> WHAT IS BEING ASKED:
Track down each line below containing the string "roads" and copy it.

[EXERCISE DATA Boundary: Start]

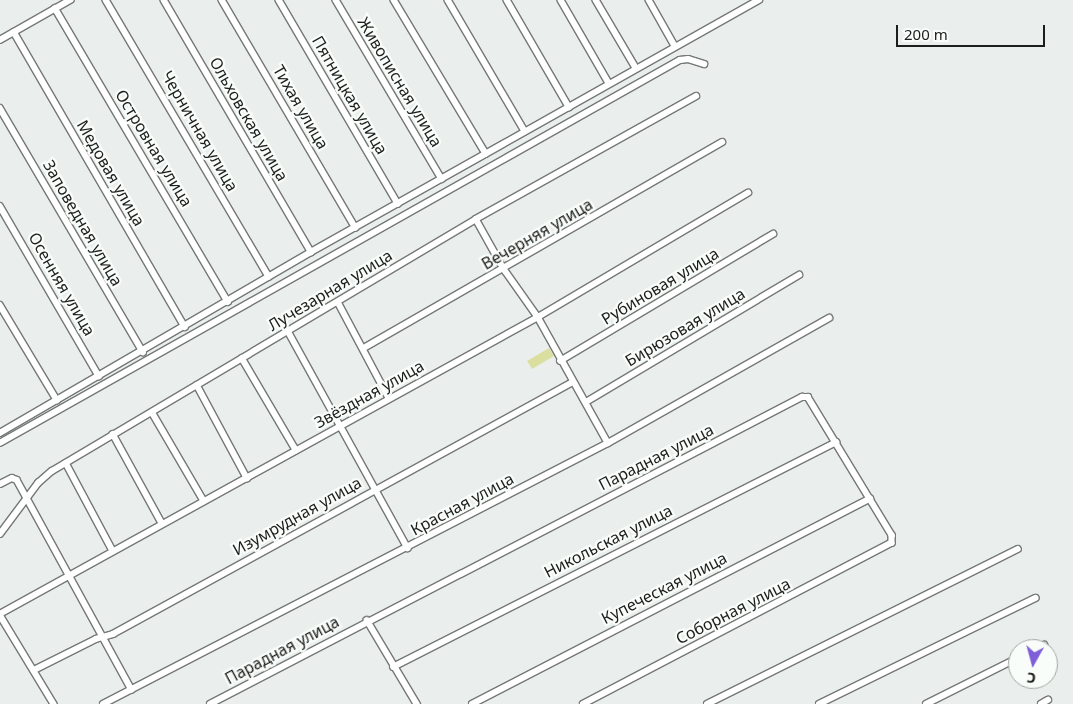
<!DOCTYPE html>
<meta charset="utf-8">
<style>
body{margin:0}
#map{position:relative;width:1073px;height:704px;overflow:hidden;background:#eaefed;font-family:"Noto Sans",sans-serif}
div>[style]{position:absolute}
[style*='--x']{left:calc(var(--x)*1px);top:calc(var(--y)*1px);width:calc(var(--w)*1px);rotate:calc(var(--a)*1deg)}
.green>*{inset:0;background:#dadfa0}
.roads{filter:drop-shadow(1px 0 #747876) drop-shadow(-1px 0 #747876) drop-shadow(0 1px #747876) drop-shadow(0 -1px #747876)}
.street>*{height:5.5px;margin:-2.75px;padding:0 2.75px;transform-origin:2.75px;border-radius:2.75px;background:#fff}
span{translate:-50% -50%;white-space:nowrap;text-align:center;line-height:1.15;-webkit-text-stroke:4.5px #f8fdfa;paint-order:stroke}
.street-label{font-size:16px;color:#1c1e1d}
.north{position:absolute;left:1008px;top:639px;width:50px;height:50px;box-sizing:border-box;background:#f8fdfa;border:1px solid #a0a4a2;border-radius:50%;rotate:187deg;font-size:14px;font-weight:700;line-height:20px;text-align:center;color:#1c1e1d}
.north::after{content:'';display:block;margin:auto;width:18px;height:22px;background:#7f5fd9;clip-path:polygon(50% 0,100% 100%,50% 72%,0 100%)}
.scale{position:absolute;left:896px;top:25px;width:149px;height:22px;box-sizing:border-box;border:2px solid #1c1e1d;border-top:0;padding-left:6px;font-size:15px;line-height:18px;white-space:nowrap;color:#1c1e1d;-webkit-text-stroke:4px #f8fdfa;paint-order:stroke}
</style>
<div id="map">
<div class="green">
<i style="clip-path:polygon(549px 348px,554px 356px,532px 369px,527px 361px)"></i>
</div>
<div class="roads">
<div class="street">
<i style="--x:106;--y:0;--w:321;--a:59.5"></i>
<i style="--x:164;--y:0;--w:292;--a:59.7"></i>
<i style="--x:222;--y:0;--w:264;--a:59.6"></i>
<i style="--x:279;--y:0;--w:236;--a:59.7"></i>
<i style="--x:336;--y:0;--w:208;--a:59.4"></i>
<i style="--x:394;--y:0;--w:179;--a:59.1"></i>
<i style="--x:448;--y:0;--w:152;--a:59.6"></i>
<i style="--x:507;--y:0;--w:124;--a:59.9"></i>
<i style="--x:561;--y:0;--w:96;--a:60"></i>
<i style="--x:596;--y:0;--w:79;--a:59.5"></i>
<i style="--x:649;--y:0;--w:53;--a:60.5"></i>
<i style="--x:55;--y:8;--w:341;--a:59.5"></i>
<i style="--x:14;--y:32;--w:341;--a:59.9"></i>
<i style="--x:0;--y:40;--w:81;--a:-29.7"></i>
<i style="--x:0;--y:108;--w:283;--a:59.6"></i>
<i style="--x:0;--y:206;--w:197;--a:59.8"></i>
<i style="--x:476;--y:219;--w:57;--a:60.8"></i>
<i style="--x:504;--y:269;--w:59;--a:54.7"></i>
<i style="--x:538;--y:317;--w:144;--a:60.9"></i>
<i style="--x:338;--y:302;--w:109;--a:62"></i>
<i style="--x:0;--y:305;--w:111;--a:59"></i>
<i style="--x:288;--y:331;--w:248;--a:61.1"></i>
<i style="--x:364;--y:348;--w:413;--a:-29.9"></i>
<i style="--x:242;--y:358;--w:107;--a:59.6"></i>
<i style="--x:560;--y:361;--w:248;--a:-30.8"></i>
<i style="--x:197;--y:385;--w:106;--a:61.7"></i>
<i style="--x:586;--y:402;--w:248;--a:-30.8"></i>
<i style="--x:152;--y:412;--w:103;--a:59.7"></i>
<i style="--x:0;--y:433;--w:360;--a:-30.2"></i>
<i style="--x:311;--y:252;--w:514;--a:-29.36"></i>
<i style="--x:113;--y:434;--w:102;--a:61.2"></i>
<i style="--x:0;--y:443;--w:780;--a:-29.39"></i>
<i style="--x:680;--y:60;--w:8;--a:-7"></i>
<i style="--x:688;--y:59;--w:17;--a:17"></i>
<i style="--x:66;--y:463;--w:100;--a:61.9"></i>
<i style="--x:0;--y:484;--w:13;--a:-27"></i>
<i style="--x:12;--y:478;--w:5;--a:22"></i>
<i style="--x:17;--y:480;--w:239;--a:61.3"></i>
<i style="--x:0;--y:534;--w:64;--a:-53.3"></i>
<i style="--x:38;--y:483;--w:18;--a:-41"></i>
<i style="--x:52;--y:471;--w:493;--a:-30.7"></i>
<i style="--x:476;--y:219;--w:252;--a:-29.2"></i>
<i style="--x:0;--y:614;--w:615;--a:-28.9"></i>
<i style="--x:538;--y:317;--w:244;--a:-30.6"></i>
<i style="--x:0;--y:615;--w:104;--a:58.8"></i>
<i style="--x:367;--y:620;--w:98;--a:59.2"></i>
<i style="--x:1036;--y:649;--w:9;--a:-27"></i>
<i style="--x:393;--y:667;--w:497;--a:-26.9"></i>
<i style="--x:34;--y:670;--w:69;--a:-26.6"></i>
<i style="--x:96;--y:639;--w:18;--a:-16"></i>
<i style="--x:113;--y:634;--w:522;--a:-28.72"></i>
<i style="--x:103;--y:704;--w:568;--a:-27.33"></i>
<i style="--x:608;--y:443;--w:254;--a:-29.5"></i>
<i style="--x:210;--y:704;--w:667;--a:-27.41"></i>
<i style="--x:802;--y:397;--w:6;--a:0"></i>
<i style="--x:808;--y:397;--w:162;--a:58.7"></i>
<i style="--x:892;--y:535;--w:8;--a:90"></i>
<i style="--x:892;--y:543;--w:348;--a:152.4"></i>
<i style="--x:472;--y:704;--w:448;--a:-27.3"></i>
<i style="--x:707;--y:704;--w:347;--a:-26.5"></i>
<i style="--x:819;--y:704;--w:241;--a:-26.1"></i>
<i style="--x:926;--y:704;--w:103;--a:-26.6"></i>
<i style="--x:1041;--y:704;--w:8;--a:-30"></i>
</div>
</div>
<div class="street-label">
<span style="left:400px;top:82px;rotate:59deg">Живописная улица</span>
<span style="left:350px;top:95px;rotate:60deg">Пятницкая улица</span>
<span style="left:301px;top:107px;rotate:60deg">Тихая улица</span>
<span style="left:249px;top:119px;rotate:60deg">Ольховская улица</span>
<span style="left:200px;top:131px;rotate:60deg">Черничная улица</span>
<span style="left:154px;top:148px;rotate:59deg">Островная улица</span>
<span style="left:111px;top:173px;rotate:60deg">Медовая улица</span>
<span style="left:83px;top:223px;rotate:60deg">Заповедная улица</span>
<span style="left:537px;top:234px;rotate:-30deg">Вечерняя улица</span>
<span style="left:62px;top:284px;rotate:60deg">Осенняя улица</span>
<span style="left:660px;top:286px;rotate:-31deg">Рубиновая улица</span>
<span style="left:330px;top:290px;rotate:-31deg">Лучезарная улица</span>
<span style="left:685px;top:327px;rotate:-31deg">Бирюзовая улица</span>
<span style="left:369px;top:394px;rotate:-29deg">Звёздная улица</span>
<span style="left:656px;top:457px;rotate:-27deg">Парадная улица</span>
<span style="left:462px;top:504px;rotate:-28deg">Красная улица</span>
<span style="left:297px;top:516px;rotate:-29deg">Изумрудная улица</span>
<span style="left:608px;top:541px;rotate:-27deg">Никольская улица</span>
<span style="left:664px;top:588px;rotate:-27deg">Купеческая улица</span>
<span style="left:733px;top:611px;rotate:-27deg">Соборная улица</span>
<span style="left:282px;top:650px;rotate:-28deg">Парадная улица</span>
</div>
<div class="north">С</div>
<div class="scale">200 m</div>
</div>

[EXERCISE DATA Boundary: End]

> SOLUTION:
.roads{filter:drop-shadow(1px 0 #747876) drop-shadow(-1px 0 #747876) drop-shadow(0 1px #747876) drop-shadow(0 -1px #747876)}
<div class="roads">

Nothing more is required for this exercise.